→ Exercise objective: Please give an exact printout of the records, without any pictures.
+++ Extracted material +++
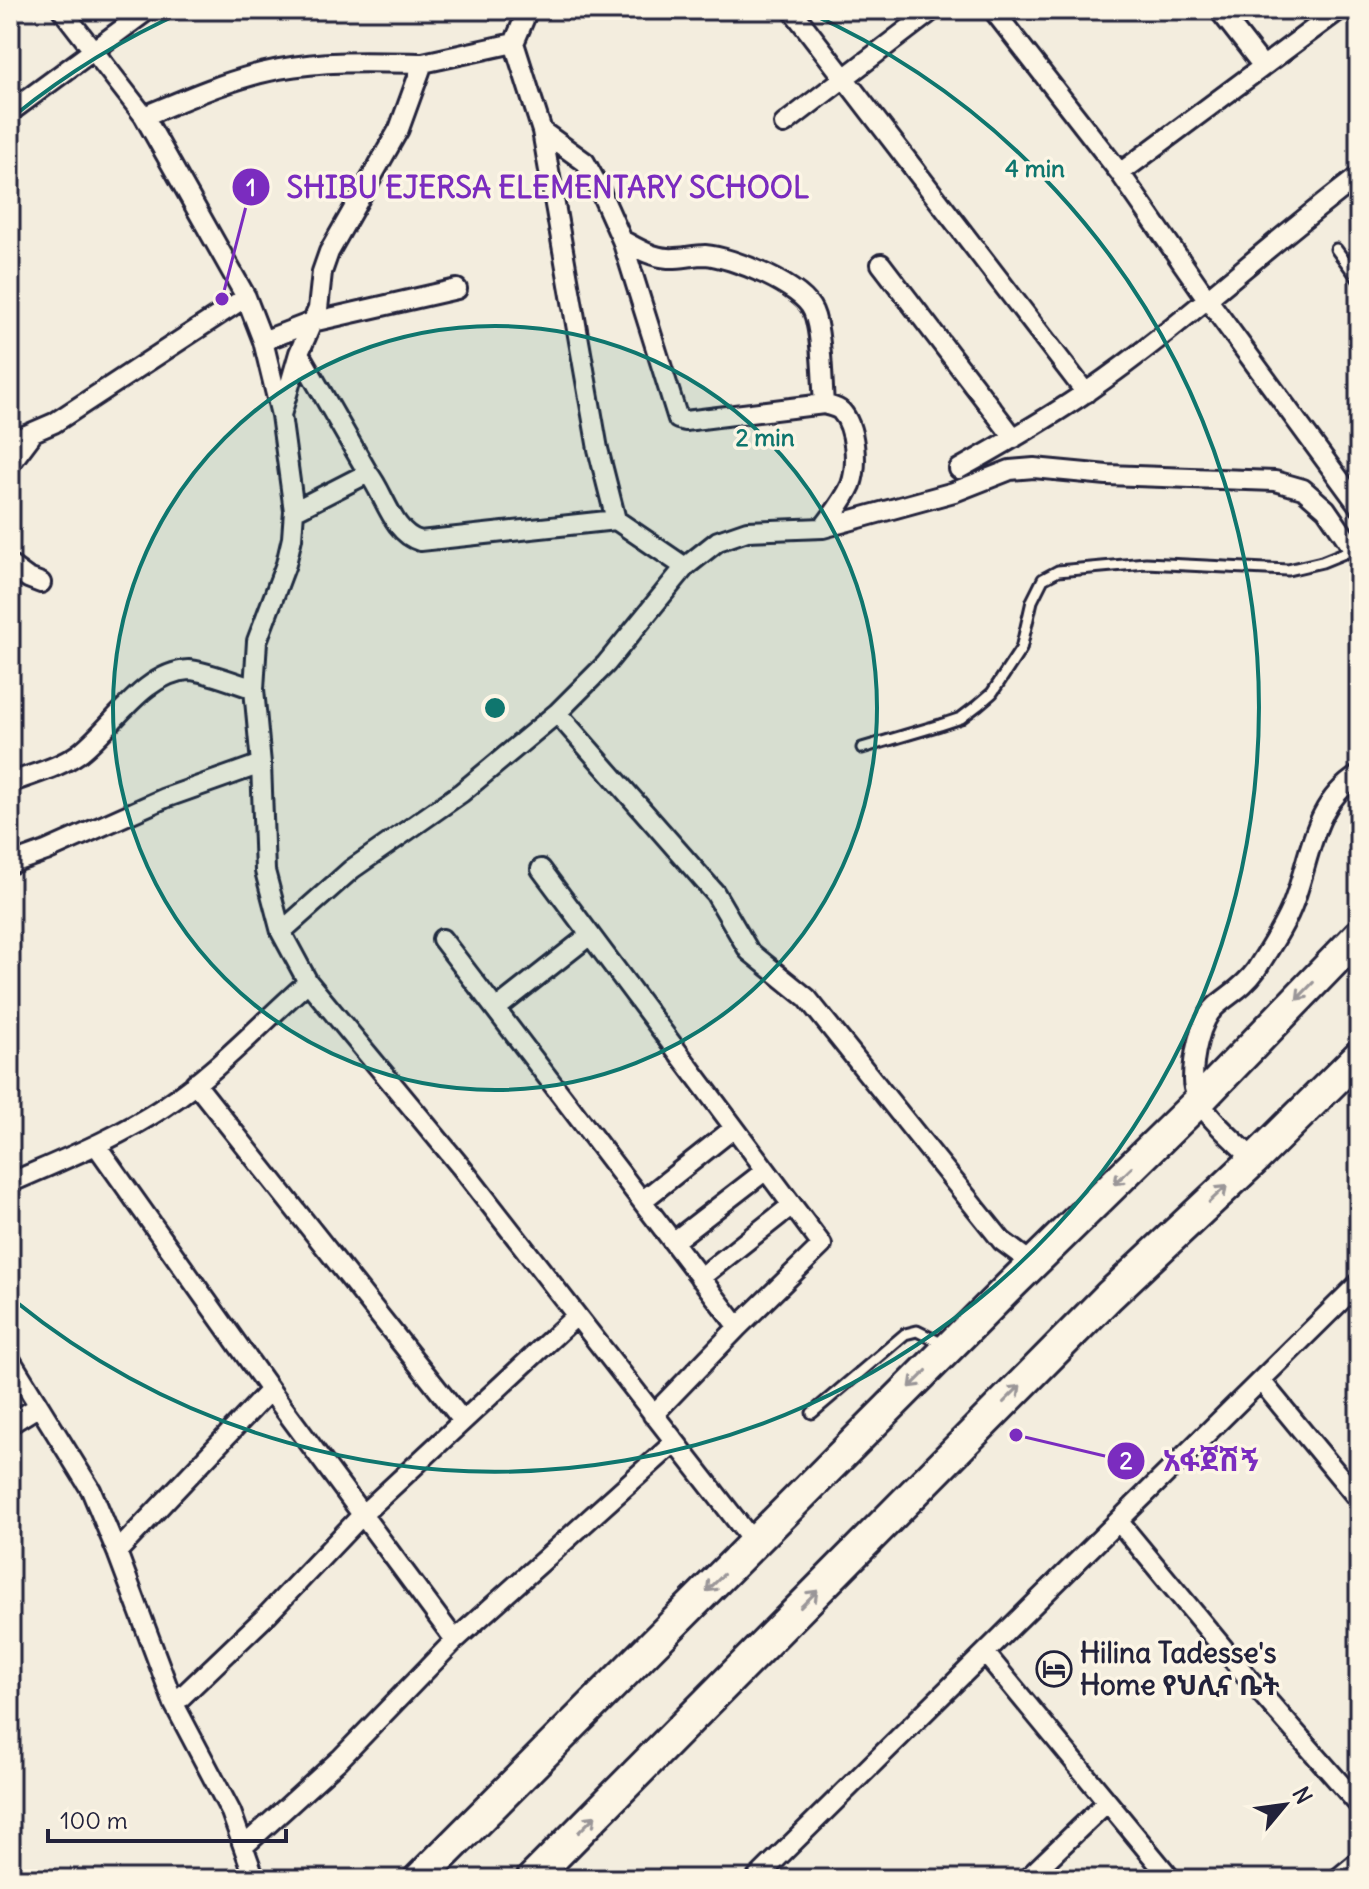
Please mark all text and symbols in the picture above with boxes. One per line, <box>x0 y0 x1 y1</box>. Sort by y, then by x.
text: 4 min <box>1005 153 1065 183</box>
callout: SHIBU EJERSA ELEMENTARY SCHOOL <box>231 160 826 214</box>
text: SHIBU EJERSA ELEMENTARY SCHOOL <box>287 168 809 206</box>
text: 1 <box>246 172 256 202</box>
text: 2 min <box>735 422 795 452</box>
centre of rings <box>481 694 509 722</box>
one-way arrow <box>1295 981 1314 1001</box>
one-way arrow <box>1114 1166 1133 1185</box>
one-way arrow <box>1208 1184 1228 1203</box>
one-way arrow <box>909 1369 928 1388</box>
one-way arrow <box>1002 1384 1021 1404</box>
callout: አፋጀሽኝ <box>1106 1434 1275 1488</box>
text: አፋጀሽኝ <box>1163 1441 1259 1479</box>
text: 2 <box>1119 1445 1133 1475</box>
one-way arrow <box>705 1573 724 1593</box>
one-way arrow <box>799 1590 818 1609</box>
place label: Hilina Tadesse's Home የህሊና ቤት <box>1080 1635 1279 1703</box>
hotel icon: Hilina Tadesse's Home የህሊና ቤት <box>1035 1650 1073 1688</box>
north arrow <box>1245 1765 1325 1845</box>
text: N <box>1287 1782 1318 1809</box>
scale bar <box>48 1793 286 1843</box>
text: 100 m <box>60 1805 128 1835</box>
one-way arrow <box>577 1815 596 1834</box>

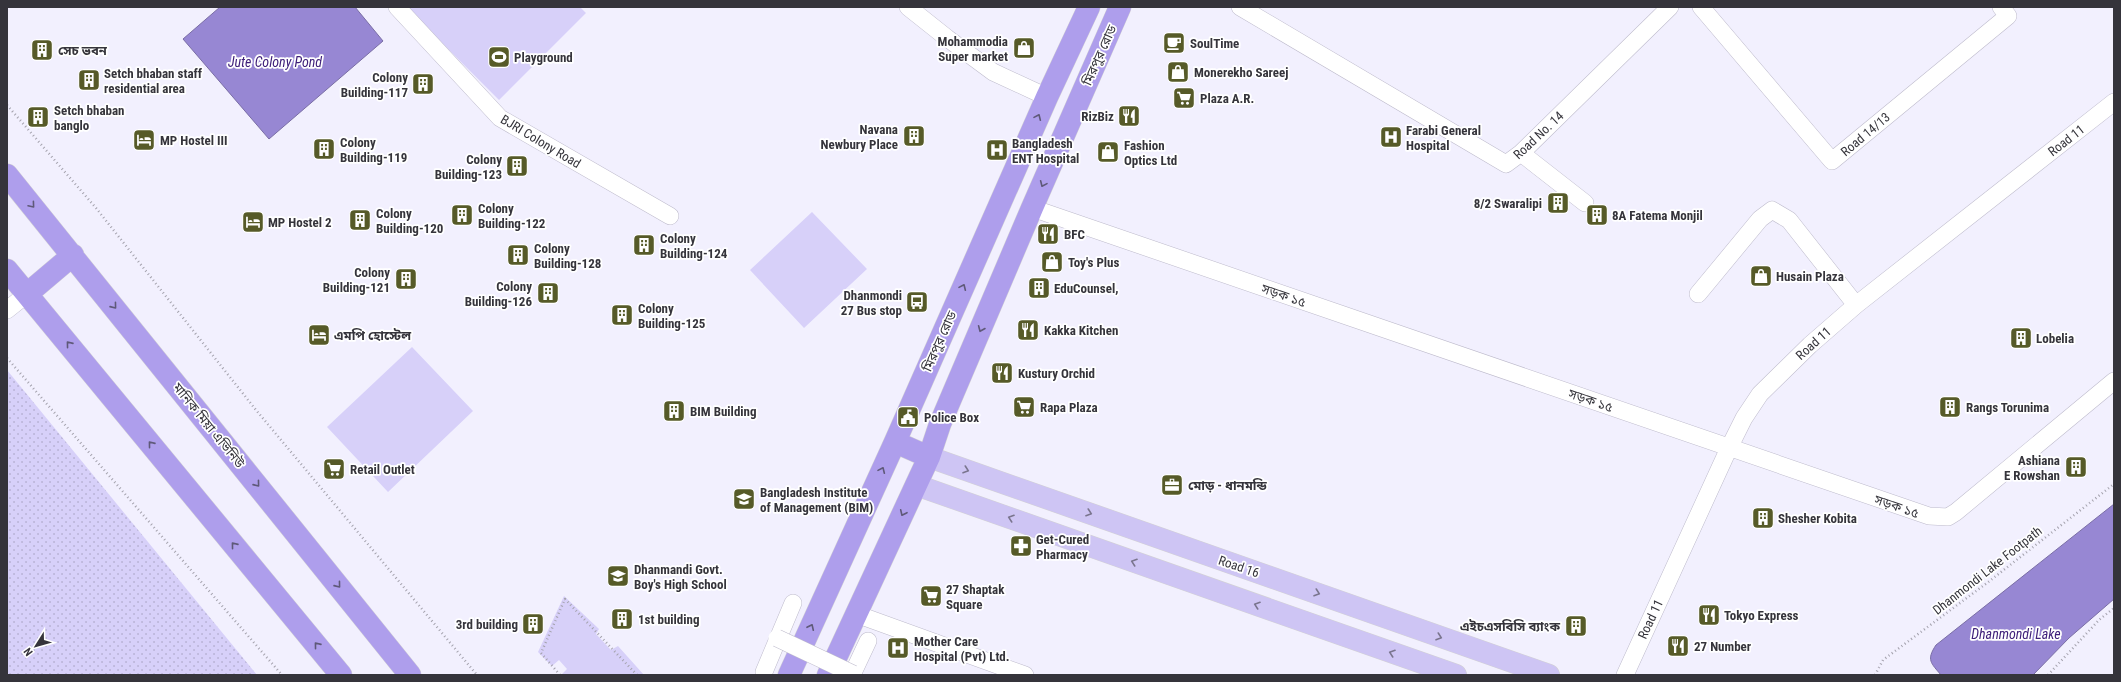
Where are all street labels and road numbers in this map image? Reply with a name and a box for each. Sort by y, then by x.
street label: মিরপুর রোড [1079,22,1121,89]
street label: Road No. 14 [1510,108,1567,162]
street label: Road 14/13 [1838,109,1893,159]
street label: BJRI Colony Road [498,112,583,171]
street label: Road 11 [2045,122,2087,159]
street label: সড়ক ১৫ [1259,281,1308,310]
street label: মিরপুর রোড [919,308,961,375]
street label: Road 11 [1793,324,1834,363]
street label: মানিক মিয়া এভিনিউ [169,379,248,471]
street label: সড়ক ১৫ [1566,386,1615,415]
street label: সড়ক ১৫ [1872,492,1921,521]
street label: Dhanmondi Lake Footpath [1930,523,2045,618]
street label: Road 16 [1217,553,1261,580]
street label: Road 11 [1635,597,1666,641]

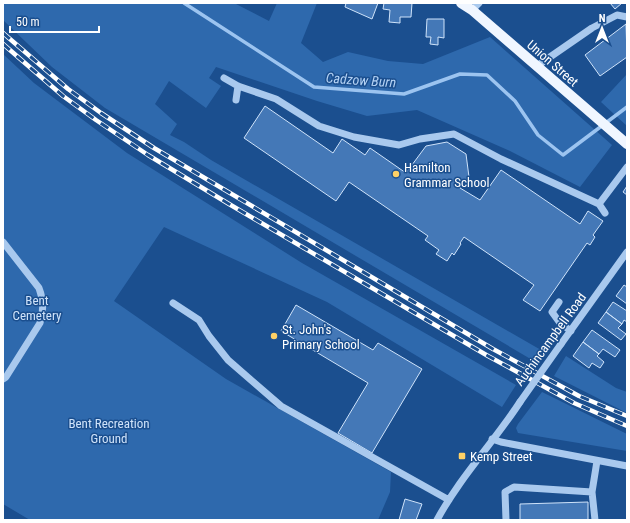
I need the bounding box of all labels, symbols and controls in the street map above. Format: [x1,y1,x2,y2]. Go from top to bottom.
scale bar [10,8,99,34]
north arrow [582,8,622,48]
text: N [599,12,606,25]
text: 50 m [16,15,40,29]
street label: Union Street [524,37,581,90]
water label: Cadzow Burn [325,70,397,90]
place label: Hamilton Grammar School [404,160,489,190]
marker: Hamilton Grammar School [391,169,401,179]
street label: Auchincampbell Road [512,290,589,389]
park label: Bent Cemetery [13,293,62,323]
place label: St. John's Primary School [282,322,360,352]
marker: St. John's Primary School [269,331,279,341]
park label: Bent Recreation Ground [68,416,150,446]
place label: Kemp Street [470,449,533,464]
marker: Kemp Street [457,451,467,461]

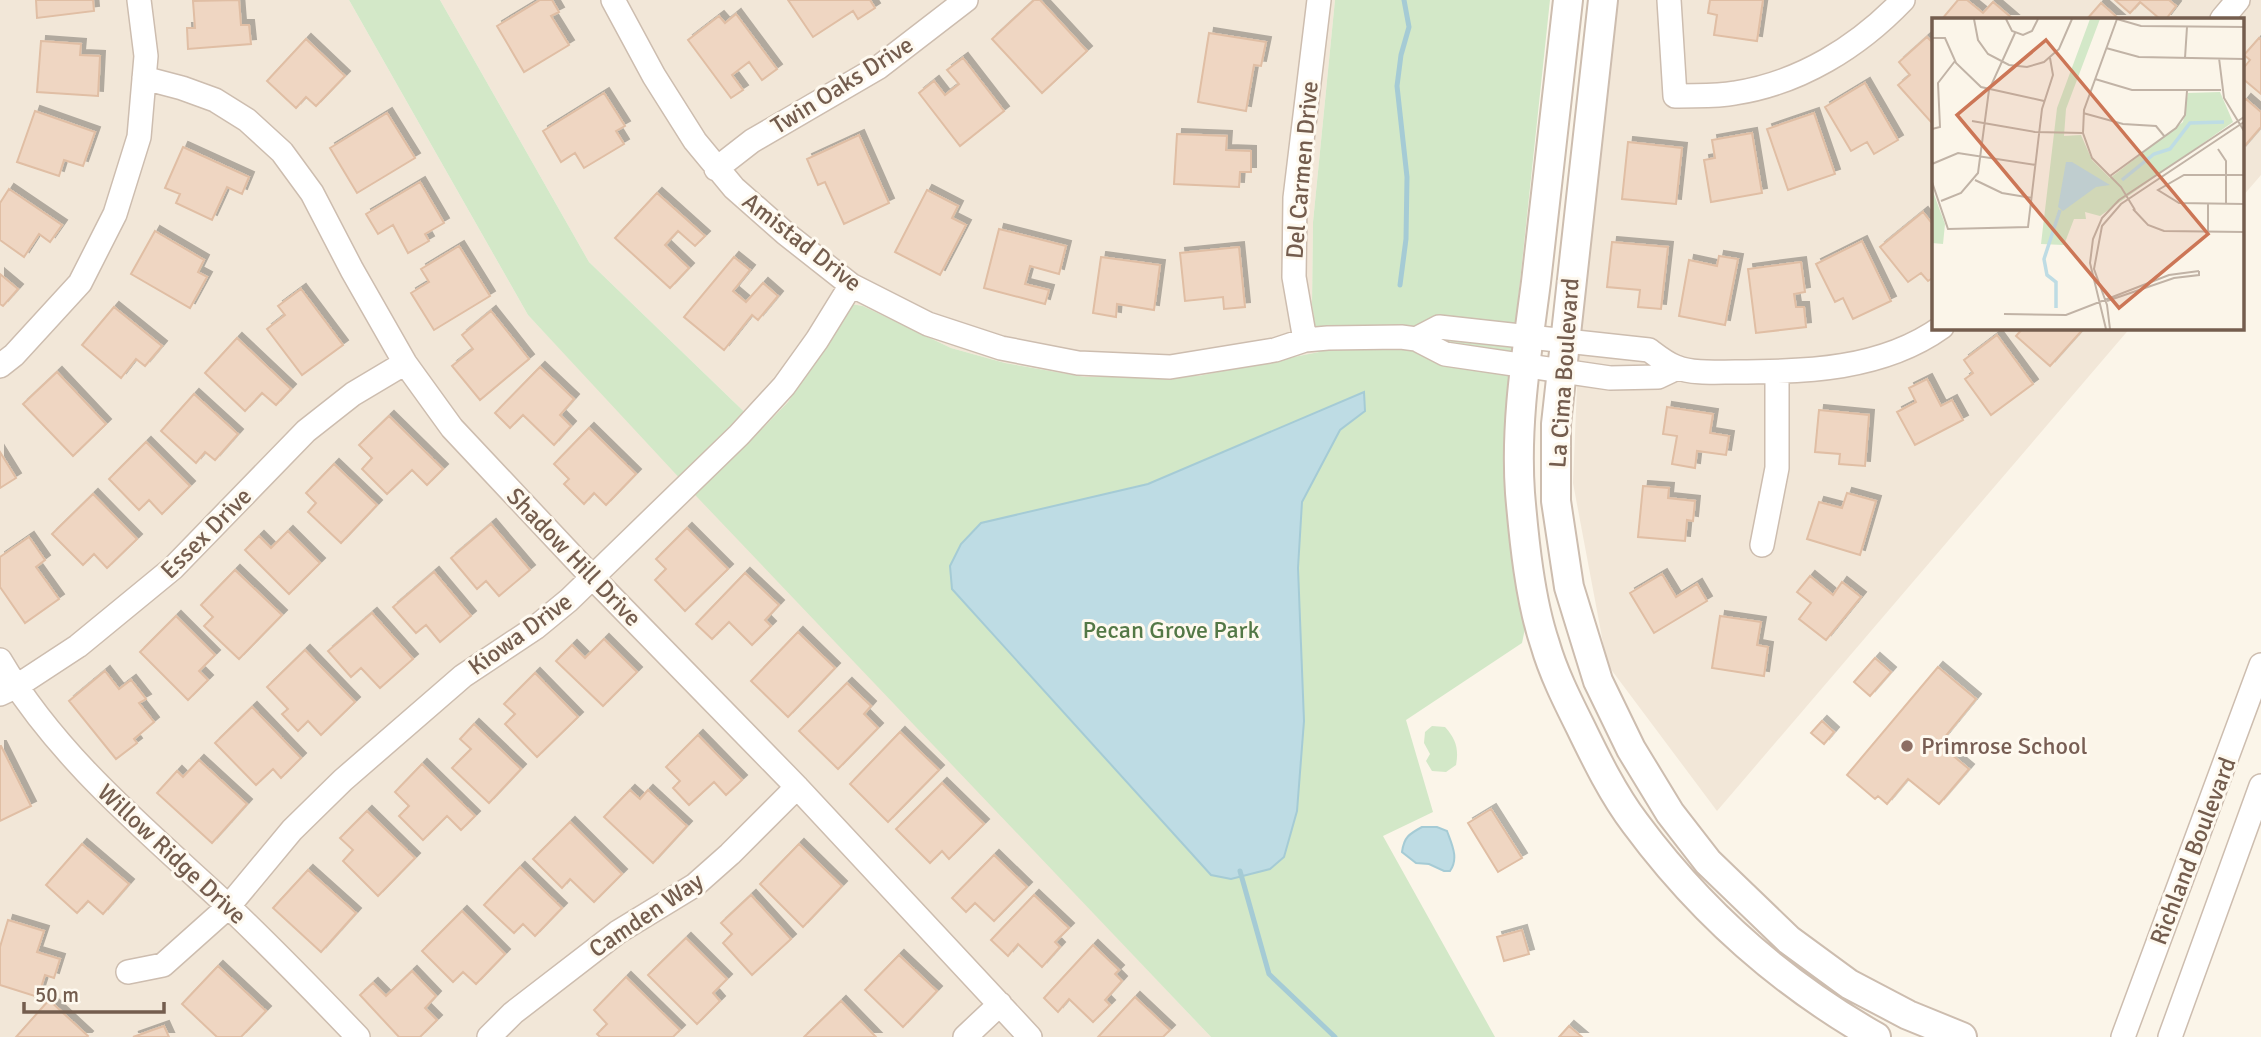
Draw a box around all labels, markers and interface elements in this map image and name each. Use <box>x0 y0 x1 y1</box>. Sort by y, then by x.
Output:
+++
→ Response area:
Please mark all text and symbols in the picture above with boxes. One per line, <box>x0 y0 x1 y1</box>. Sort by y, then by x.
text: 4 min <box>1005 153 1065 183</box>
callout: SHIBU EJERSA ELEMENTARY SCHOOL <box>231 160 826 214</box>
text: SHIBU EJERSA ELEMENTARY SCHOOL <box>287 168 809 206</box>
text: 1 <box>246 172 256 202</box>
text: 2 min <box>735 422 795 452</box>
centre of rings <box>481 694 509 722</box>
one-way arrow <box>1295 981 1314 1001</box>
one-way arrow <box>1114 1166 1133 1185</box>
one-way arrow <box>1208 1184 1228 1203</box>
one-way arrow <box>909 1369 928 1388</box>
one-way arrow <box>1002 1384 1021 1404</box>
callout: አፋጀሽኝ <box>1106 1434 1275 1488</box>
text: አፋጀሽኝ <box>1163 1441 1259 1479</box>
text: 2 <box>1119 1445 1133 1475</box>
one-way arrow <box>705 1573 724 1593</box>
one-way arrow <box>799 1590 818 1609</box>
place label: Hilina Tadesse's Home የህሊና ቤት <box>1080 1635 1279 1703</box>
hotel icon: Hilina Tadesse's Home የህሊና ቤት <box>1035 1650 1073 1688</box>
north arrow <box>1245 1765 1325 1845</box>
text: N <box>1287 1782 1318 1809</box>
scale bar <box>48 1793 286 1843</box>
text: 100 m <box>60 1805 128 1835</box>
one-way arrow <box>577 1815 596 1834</box>

Where are all street labels and road numbers in this map image? Reply with a name and a box for each. Sort by y, then by x.
street label: মিরপুর রোড [1079,22,1121,89]
street label: Road No. 14 [1510,108,1567,162]
street label: Road 14/13 [1838,109,1893,159]
street label: BJRI Colony Road [498,112,583,171]
street label: Road 11 [2045,122,2087,159]
street label: সড়ক ১৫ [1259,281,1308,310]
street label: মিরপুর রোড [919,308,961,375]
street label: Road 11 [1793,324,1834,363]
street label: মানিক মিয়া এভিনিউ [169,379,248,471]
street label: সড়ক ১৫ [1566,386,1615,415]
street label: সড়ক ১৫ [1872,492,1921,521]
street label: Dhanmondi Lake Footpath [1930,523,2045,618]
street label: Road 16 [1217,553,1261,580]
street label: Road 11 [1635,597,1666,641]

I need the bounding box of all labels, symbols and controls in the street map above. Format: [x1,y1,x2,y2]. Go from top to bottom.
scale bar [10,8,99,34]
north arrow [582,8,622,48]
text: N [599,12,606,25]
text: 50 m [16,15,40,29]
street label: Union Street [524,37,581,90]
water label: Cadzow Burn [325,70,397,90]
place label: Hamilton Grammar School [404,160,489,190]
marker: Hamilton Grammar School [391,169,401,179]
street label: Auchincampbell Road [512,290,589,389]
park label: Bent Cemetery [13,293,62,323]
place label: St. John's Primary School [282,322,360,352]
marker: St. John's Primary School [269,331,279,341]
park label: Bent Recreation Ground [68,416,150,446]
place label: Kemp Street [470,449,533,464]
marker: Kemp Street [457,451,467,461]

Draw a box around all labels, markers and interface elements in this map image and name each. Use <box>x0 y0 x1 y1</box>. Sort by y, then by x.
Output:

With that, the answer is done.